**Information provided:**

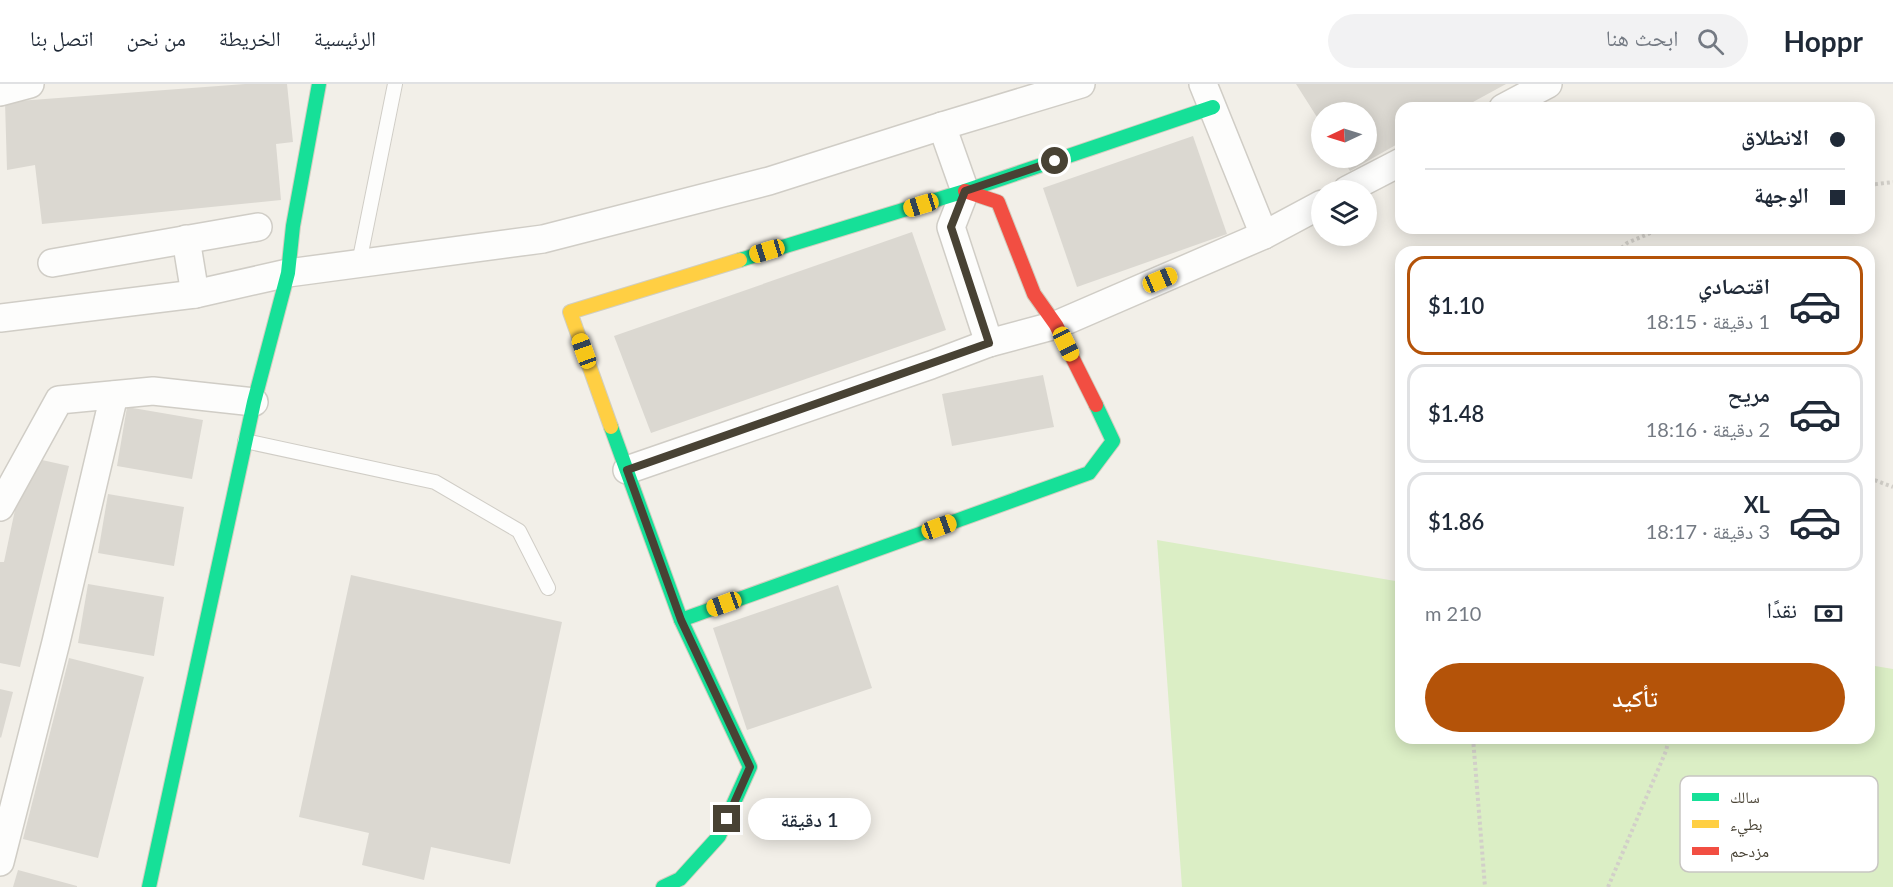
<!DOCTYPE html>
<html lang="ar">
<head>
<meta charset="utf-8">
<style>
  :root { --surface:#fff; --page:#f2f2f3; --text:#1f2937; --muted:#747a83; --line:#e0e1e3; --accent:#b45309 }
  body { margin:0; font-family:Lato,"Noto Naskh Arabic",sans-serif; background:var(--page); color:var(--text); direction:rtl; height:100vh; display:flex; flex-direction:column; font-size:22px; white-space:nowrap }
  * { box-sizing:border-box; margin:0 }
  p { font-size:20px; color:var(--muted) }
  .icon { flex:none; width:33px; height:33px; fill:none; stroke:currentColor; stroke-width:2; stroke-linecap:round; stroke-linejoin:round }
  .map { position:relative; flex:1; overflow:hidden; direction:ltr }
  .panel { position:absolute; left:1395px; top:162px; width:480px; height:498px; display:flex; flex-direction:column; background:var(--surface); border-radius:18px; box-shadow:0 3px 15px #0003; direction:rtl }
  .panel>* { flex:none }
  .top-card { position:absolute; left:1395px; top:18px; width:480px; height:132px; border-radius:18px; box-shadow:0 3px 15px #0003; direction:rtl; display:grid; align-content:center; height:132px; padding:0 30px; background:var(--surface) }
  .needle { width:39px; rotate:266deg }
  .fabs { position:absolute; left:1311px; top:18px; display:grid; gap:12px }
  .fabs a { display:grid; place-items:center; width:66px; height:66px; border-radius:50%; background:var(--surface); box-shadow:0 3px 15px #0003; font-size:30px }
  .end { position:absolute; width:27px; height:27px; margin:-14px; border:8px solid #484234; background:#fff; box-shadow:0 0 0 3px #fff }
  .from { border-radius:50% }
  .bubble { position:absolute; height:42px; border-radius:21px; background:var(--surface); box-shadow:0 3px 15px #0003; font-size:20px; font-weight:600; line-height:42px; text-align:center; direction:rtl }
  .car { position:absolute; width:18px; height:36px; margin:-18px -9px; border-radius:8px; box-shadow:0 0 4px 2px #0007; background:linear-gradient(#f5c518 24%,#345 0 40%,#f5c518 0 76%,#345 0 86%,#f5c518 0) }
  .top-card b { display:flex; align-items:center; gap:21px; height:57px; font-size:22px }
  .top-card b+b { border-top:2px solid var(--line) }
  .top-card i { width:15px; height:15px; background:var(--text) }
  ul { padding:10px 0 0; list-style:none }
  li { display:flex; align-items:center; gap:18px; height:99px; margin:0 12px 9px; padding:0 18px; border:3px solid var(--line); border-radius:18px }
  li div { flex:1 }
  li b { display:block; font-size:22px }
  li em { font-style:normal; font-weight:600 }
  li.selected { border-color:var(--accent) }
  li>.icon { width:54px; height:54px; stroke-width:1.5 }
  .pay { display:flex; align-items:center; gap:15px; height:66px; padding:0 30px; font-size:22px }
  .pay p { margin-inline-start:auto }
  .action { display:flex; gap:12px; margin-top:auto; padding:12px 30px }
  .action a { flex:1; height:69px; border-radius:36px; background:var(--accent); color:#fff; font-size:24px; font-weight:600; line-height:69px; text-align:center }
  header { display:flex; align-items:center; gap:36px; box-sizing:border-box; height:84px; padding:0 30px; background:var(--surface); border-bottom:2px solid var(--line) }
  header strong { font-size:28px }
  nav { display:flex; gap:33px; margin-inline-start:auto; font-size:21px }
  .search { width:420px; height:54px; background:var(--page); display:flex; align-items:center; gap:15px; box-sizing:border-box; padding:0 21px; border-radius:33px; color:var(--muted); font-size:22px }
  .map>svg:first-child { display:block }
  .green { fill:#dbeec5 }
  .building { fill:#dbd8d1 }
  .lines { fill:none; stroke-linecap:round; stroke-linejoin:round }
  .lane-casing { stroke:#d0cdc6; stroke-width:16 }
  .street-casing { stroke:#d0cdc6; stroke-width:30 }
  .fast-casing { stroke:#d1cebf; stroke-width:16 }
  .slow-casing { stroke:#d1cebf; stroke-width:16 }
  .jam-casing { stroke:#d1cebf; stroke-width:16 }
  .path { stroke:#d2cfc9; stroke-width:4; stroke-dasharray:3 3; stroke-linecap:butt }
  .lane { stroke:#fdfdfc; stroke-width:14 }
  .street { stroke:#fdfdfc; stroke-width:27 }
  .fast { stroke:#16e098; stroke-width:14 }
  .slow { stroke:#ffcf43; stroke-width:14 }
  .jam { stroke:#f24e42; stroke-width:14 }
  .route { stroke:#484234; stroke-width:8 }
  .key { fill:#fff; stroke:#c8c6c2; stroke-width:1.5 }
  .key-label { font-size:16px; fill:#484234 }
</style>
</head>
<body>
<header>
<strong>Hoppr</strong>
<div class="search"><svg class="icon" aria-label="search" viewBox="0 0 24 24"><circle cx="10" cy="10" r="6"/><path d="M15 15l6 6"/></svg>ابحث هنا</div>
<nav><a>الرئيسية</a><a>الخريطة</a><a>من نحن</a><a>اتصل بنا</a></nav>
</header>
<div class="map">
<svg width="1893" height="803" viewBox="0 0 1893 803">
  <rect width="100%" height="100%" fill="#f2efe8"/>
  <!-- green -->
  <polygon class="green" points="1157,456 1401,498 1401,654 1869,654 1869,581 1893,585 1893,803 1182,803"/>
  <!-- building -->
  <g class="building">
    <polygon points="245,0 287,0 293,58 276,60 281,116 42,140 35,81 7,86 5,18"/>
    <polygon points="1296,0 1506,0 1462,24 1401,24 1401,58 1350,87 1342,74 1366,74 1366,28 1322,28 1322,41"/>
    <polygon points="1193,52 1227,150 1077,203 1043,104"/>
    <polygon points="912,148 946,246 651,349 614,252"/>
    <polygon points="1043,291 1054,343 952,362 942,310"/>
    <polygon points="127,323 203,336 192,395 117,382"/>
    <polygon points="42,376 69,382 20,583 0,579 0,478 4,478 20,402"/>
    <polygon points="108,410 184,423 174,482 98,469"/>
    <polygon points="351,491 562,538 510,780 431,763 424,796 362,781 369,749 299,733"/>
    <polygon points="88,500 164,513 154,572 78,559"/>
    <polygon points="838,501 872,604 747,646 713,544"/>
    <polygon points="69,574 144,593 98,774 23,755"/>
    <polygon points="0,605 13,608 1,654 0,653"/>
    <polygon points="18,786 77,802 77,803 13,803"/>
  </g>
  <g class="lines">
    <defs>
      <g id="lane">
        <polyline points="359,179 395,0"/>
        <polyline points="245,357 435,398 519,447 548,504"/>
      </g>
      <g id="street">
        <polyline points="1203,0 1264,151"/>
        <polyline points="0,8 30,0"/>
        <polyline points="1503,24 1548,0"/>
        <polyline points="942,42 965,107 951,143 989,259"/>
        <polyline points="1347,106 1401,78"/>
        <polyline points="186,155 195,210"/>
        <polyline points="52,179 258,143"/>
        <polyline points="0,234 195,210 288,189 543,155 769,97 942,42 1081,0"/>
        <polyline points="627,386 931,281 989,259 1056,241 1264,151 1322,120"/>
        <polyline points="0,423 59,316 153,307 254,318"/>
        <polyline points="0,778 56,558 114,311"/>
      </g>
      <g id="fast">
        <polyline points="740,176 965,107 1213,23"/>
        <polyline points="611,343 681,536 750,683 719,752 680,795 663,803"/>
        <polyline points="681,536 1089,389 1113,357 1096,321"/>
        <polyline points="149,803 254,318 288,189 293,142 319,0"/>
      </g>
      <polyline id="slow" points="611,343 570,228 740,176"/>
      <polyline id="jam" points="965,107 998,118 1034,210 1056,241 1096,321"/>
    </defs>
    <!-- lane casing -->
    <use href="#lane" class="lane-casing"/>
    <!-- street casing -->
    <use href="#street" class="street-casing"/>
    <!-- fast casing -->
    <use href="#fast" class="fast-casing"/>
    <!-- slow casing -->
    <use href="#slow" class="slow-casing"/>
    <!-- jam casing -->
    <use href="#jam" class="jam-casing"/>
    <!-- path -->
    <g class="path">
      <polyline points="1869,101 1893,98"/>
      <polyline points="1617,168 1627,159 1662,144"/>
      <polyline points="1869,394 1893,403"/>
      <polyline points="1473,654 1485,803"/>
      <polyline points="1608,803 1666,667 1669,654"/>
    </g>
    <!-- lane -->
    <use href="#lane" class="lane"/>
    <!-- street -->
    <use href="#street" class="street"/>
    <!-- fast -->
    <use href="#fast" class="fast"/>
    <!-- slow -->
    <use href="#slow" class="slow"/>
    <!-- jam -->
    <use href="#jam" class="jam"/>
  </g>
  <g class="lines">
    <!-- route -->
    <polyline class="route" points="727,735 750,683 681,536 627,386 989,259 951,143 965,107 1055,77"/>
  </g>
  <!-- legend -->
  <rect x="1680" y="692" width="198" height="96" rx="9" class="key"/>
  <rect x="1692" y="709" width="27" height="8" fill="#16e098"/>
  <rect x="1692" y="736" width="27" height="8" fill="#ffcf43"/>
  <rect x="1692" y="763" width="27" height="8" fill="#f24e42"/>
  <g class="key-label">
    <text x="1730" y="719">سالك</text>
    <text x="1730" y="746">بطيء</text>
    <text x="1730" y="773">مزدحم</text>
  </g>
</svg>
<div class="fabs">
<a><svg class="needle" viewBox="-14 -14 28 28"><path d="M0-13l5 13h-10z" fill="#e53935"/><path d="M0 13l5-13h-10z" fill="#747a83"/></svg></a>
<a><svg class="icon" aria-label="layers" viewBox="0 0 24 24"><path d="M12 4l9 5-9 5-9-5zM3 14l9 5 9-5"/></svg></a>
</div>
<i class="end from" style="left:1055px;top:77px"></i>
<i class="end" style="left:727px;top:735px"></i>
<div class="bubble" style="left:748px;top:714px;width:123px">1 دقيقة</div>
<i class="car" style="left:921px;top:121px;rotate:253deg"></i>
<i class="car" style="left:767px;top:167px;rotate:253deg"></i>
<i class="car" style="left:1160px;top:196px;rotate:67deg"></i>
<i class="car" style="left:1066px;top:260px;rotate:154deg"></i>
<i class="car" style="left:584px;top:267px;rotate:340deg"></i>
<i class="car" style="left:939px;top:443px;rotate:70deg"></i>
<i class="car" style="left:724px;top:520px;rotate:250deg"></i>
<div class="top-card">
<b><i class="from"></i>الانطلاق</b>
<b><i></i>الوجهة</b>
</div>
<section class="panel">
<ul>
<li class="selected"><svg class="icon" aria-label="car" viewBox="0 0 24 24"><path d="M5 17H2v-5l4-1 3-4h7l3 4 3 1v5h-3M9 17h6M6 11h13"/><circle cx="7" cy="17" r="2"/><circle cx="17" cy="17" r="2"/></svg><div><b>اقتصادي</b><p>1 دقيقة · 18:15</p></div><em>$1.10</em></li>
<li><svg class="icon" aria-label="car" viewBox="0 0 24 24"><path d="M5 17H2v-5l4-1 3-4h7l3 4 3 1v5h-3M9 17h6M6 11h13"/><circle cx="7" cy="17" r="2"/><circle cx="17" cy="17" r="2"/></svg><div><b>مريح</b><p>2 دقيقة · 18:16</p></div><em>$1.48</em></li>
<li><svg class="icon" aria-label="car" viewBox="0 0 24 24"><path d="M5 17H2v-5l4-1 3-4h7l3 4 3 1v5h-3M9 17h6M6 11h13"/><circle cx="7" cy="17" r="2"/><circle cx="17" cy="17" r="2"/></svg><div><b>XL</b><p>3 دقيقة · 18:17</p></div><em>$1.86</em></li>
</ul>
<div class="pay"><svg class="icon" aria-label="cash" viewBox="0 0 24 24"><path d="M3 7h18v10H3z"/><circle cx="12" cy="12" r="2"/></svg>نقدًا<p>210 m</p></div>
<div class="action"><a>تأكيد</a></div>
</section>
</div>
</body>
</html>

**Exercise details:** Where does the word "body" appear in the records? Copy every line that holds it.

**Problem solution:**
  body { margin:0; font-family:Lato,"Noto Naskh Arabic",sans-serif; background:var(--page); color:var(--text); direction:rtl; height:100vh; display:flex; flex-direction:column; font-size:22px; white-space:nowrap }
<body>
</body>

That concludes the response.